Here's the gist of the enquiries: Why is the CRA reducing my travel claim and what can I do about it? Here's the why and what. But first, here's some perspective on this complicated travel deduction.
Northerners who have lived in the NWT and Nunavut for at least six months qualify for a travel deduction if they receive a Box 32 travel benefit from their employer reported on their T4 slip.
For this deduction, you claim the lower of three amounts: the Box 32 benefit, trip expenses and a controversial amount described in the Income Tax Act as the "lowest return airfare ordinarily available, at the time the trip was made." If your travel benefit was $1,500 and you spent $1,800 on a trip, you want to know what that "lowest return airfare" is, wouldn't you?
The CRA states the "lowest return airfare" is the lowest regular fare available on the day of your trip to the nearest city, i.e., Edmonton, Winnipeg, Montreal or Ottawa, depending on where you live.
What the CRA is saying, which agrees with what the tax rules say, is the ceiling amount is the last-minute fare you would have paid at the counter at the time or day of your trip.
Here's where this issue goes from incomprehensible to impossible. No one can possibly know the lowest regular last-minute counter fare on all flights out of, say, Yellowknife-Edmonton for the 365 days in 2007. It is infeasible to do the legwork - asking for the daily last-minute counter fare on every flight, from every Northern community in Canada - to compile this information for CRA's assessment purposes.
To their credit, the CRA has their version of the answer. It is $756 (Yellowknife-Edmonton); $1,142 (Norman Wells - Edmonton) and $1,265 (Inuvik - Edmonton) for 2007. Only, there is a huge problem. The CRA won't say how they arrive at these amounts.
Lack of transparency isn't the organization's only shortcoming. For 2006, its version of the "lowest return airfare" was $1,209 (Yk-Edmonton) and - surprise - $1,150 (Inuvik to Edmonton). Does the word "haphazard" come to mind?
Here's more for the comic book. In its reassessing zeal, the CRA reduced a two-traveller trip to $756; instead of $1,512 ($756 x 2) by disregarding the fact $756 was their imposed per-person amount for trips from Yellowknife.

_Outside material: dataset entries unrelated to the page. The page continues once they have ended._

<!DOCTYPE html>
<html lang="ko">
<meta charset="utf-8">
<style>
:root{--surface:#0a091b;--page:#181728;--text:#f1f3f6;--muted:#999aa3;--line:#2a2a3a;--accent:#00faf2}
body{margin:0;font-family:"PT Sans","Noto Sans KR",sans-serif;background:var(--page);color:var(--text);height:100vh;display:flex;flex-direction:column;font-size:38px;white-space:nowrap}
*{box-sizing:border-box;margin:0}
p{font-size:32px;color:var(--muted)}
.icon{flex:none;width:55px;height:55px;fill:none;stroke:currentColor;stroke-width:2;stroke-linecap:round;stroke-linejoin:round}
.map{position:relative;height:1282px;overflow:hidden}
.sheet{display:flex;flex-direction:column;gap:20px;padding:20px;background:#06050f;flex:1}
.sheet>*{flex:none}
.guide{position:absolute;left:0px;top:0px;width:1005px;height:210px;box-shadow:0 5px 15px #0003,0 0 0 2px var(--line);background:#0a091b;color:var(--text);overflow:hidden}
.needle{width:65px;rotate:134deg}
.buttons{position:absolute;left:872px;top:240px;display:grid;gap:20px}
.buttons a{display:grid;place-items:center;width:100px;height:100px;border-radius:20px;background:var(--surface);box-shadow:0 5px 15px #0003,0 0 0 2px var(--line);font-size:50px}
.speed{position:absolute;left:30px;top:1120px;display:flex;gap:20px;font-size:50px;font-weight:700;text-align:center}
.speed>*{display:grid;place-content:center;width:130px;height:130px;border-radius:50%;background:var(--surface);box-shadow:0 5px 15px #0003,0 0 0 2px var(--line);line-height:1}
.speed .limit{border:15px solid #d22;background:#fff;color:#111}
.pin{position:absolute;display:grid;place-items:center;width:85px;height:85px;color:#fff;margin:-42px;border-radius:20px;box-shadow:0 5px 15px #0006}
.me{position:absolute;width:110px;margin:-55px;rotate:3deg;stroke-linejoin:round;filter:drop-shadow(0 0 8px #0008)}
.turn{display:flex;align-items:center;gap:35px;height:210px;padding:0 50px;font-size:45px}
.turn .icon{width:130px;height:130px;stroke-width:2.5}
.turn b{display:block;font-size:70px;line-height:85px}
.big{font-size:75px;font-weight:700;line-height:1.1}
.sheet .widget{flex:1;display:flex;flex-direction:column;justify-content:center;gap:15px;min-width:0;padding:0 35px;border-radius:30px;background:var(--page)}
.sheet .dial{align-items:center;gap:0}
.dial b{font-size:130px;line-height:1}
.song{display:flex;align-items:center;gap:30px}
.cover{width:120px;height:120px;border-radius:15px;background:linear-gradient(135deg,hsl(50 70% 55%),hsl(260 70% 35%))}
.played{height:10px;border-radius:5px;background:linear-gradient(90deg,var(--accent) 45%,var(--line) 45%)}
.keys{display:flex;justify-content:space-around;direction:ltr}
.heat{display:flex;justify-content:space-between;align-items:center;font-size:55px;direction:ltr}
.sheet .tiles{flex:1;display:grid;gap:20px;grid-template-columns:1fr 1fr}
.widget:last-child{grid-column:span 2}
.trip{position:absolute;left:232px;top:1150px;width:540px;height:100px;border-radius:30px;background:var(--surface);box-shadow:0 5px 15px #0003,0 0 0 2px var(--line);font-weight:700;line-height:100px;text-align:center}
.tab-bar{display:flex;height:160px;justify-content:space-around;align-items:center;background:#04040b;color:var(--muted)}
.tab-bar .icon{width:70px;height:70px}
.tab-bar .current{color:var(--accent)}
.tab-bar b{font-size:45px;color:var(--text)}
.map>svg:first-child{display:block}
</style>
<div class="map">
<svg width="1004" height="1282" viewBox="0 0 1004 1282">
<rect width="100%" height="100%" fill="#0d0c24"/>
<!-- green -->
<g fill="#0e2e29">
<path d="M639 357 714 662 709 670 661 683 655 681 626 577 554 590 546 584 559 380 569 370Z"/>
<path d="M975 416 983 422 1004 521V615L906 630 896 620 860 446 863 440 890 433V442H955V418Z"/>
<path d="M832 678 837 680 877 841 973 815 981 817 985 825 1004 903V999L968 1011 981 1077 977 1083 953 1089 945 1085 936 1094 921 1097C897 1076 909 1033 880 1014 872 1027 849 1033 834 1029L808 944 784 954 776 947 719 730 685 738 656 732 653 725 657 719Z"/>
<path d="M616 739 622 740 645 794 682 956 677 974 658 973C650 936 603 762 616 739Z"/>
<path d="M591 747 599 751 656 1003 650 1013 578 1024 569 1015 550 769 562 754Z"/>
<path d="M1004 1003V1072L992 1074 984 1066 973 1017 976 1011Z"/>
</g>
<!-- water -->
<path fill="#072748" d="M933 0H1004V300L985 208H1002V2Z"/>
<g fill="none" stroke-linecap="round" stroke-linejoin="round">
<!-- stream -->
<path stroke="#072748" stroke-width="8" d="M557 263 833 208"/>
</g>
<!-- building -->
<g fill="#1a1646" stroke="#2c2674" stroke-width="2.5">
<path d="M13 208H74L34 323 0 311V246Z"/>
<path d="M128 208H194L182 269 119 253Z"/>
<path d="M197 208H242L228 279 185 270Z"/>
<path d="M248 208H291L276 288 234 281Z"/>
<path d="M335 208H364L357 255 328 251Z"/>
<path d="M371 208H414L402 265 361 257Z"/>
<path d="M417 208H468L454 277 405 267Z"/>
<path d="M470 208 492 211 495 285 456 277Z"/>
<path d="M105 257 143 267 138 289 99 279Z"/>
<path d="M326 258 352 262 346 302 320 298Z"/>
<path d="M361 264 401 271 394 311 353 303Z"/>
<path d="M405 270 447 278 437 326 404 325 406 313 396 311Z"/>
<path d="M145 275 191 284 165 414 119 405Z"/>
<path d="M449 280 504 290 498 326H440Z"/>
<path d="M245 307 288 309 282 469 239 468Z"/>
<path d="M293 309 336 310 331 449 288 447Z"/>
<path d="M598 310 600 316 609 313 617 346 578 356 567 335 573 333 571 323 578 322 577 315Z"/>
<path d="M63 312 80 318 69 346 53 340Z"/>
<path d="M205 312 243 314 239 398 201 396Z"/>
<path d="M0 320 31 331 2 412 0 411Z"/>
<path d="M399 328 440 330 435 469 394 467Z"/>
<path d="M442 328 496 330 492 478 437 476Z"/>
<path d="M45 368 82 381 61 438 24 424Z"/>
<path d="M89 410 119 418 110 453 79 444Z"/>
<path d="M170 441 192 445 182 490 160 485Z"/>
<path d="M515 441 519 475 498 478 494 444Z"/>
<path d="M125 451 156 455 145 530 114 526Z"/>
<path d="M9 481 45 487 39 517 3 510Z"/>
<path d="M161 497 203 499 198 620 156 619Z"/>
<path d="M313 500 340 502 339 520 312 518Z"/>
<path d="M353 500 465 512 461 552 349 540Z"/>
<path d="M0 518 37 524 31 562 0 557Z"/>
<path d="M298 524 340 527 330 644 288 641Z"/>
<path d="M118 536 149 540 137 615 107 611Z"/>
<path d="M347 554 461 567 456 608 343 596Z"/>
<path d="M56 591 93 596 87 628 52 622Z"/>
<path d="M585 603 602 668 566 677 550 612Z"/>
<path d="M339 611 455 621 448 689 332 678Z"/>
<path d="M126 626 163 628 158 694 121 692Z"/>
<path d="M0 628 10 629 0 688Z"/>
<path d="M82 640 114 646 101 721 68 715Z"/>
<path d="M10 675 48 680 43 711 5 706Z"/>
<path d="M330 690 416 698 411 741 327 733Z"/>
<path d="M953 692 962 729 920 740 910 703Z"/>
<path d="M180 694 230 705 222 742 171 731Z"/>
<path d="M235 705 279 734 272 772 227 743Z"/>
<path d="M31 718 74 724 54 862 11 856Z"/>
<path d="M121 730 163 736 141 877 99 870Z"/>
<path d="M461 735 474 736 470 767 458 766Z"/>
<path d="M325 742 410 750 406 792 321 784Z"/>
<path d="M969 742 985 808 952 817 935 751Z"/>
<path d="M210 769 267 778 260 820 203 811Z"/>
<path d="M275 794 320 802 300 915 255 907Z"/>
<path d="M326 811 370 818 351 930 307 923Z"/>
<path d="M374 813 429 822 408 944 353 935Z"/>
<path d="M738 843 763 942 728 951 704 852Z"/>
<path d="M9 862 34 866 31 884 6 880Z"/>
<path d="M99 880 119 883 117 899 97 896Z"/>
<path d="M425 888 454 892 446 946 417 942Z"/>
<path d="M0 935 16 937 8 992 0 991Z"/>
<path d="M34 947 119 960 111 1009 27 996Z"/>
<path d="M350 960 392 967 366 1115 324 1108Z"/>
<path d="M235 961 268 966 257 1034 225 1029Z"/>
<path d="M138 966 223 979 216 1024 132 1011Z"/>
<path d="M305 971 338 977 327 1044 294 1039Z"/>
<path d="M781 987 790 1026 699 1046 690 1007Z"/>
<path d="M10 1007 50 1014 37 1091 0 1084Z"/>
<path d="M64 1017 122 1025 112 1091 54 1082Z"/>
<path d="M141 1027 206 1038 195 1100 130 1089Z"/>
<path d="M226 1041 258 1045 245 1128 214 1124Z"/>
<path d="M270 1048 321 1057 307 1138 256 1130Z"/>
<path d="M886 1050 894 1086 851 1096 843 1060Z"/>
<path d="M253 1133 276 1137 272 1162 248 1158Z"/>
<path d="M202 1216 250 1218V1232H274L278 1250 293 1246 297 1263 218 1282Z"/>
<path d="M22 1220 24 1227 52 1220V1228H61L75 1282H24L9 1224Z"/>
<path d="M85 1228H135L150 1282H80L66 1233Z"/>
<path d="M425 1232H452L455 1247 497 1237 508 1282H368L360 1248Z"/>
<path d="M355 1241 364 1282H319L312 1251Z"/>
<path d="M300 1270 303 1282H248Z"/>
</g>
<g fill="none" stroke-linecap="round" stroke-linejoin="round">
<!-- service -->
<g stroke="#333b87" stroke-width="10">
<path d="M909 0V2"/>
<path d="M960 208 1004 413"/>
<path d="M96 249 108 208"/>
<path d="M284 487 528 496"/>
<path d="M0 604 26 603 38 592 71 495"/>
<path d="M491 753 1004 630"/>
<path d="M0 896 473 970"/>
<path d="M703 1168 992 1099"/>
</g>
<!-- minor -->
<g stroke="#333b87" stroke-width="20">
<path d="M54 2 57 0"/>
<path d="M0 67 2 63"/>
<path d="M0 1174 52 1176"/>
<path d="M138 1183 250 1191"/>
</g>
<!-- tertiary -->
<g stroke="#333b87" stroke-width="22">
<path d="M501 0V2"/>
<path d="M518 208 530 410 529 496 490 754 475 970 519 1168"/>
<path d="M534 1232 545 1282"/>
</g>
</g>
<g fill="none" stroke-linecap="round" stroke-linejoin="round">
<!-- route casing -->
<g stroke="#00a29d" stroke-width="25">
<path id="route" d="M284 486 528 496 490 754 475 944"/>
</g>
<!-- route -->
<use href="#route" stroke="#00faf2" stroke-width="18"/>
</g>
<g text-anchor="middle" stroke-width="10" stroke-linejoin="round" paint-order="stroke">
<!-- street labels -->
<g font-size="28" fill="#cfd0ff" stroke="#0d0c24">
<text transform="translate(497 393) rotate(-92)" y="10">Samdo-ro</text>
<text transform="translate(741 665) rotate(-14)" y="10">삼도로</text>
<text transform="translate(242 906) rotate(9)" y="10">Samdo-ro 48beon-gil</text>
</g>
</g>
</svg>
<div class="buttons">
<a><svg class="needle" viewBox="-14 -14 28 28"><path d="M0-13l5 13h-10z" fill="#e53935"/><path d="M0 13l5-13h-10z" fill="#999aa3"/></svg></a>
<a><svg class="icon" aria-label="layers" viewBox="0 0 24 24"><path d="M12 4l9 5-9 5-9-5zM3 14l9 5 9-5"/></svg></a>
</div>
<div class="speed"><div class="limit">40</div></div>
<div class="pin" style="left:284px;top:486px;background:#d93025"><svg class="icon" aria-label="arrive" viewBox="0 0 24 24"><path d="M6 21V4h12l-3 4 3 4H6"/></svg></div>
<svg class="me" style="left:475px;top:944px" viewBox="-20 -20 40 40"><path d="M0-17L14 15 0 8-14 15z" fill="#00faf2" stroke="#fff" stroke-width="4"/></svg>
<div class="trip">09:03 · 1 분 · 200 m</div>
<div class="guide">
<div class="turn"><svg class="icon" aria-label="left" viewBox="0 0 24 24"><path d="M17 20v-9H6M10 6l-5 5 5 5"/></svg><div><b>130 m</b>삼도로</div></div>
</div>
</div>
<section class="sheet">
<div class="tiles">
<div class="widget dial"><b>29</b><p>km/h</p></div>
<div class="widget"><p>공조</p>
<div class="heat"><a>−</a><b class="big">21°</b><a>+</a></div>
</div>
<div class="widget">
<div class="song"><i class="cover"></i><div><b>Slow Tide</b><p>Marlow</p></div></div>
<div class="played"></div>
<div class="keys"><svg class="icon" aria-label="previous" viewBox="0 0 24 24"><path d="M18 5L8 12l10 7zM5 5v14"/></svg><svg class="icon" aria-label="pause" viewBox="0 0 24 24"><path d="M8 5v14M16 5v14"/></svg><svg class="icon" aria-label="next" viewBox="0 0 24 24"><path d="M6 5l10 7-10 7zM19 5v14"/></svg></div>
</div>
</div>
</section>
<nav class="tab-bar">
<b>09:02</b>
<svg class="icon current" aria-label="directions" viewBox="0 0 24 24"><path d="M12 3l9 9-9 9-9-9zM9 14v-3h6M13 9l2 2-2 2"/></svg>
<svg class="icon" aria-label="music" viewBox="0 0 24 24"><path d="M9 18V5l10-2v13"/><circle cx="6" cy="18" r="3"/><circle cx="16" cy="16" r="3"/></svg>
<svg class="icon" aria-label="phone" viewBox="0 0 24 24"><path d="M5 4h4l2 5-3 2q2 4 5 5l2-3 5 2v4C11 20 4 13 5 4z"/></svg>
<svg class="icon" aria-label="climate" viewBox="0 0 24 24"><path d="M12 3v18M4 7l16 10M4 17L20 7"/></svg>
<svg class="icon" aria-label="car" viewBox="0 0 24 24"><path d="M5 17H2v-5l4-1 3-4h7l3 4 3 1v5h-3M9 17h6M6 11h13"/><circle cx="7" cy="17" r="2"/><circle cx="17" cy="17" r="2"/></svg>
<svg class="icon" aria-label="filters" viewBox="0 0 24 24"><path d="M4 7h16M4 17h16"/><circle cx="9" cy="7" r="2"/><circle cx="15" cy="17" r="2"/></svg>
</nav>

In another botched reassessment, the CRA reduced a travel claim to $756, when the trip had originated from Iqaluit where the taxpayer resided at the time of the trip. Subsequent to the trip, in the latter part of 2007, the taxpayer did relocate to Yellowknife but that's no justification for rewriting this particular trip itinerary.
If your 2007 travel deduction was reassessed, you should object using Form T400A. Google "CRA" and search for document P148 for more information. You have until April 30, 2009 to file your 2007 objection.
When you object, simply state "I object to the $756 (or the amount for your community) used by the CRA as the lowest return airfare. Please supply me with proof that $756 was the last-minute regular airfare on the date(s) my trip(s) began."
Your objection redirects the spotlight squarely at the CRA and compels the agency to justify your reassessment.